* _Work order_
Type out the whole listing again exactly, pictures omitted.

* _Data provided_
***
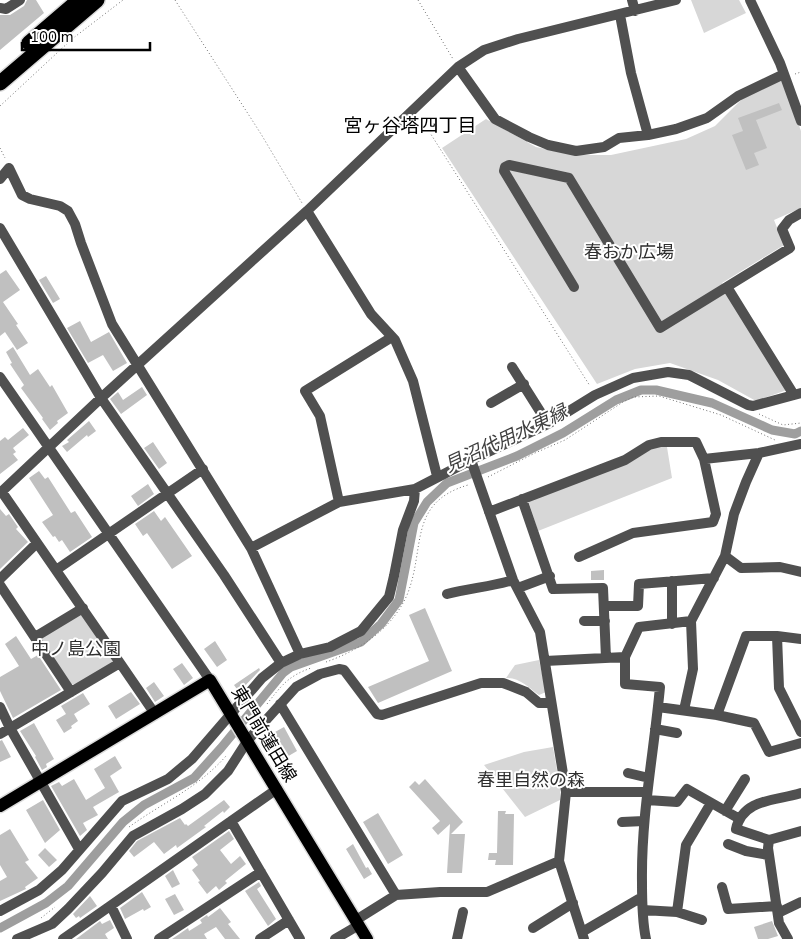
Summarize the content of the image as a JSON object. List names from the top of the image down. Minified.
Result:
{"streets":{"main road":["東門前蓮田線"]},"districts":["宮ヶ谷塔四丁目"],"water":["見沼代用水東縁"],"parks":["春おか広場","中ノ島公園","春里自然の森"],"scale_bar":"100 m"}
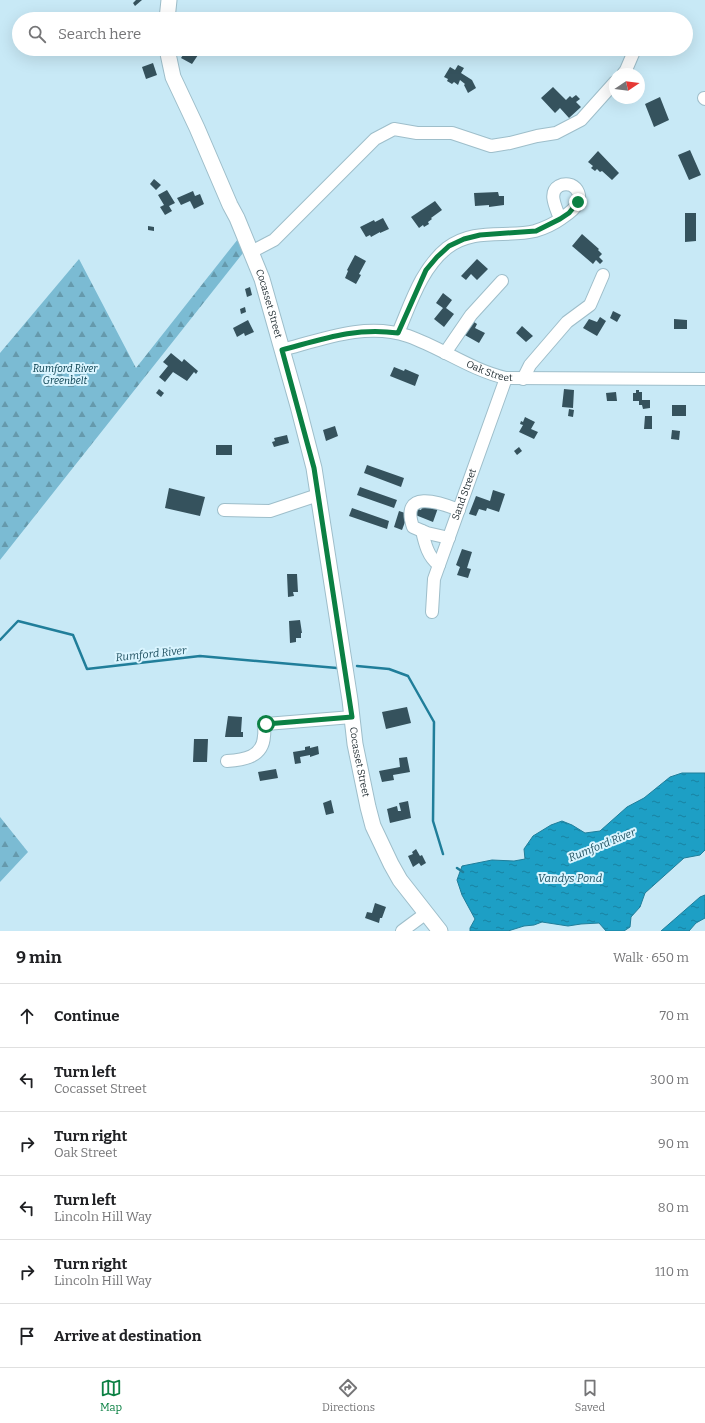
***
* _Response area_
Summarize the content of the image as a JSON object. List names from the top of the image down. Minified.
Result:
{"streets":{"main road":["東門前蓮田線"]},"districts":["宮ヶ谷塔四丁目"],"water":["見沼代用水東縁"],"parks":["春おか広場","中ノ島公園","春里自然の森"],"scale_bar":"100 m"}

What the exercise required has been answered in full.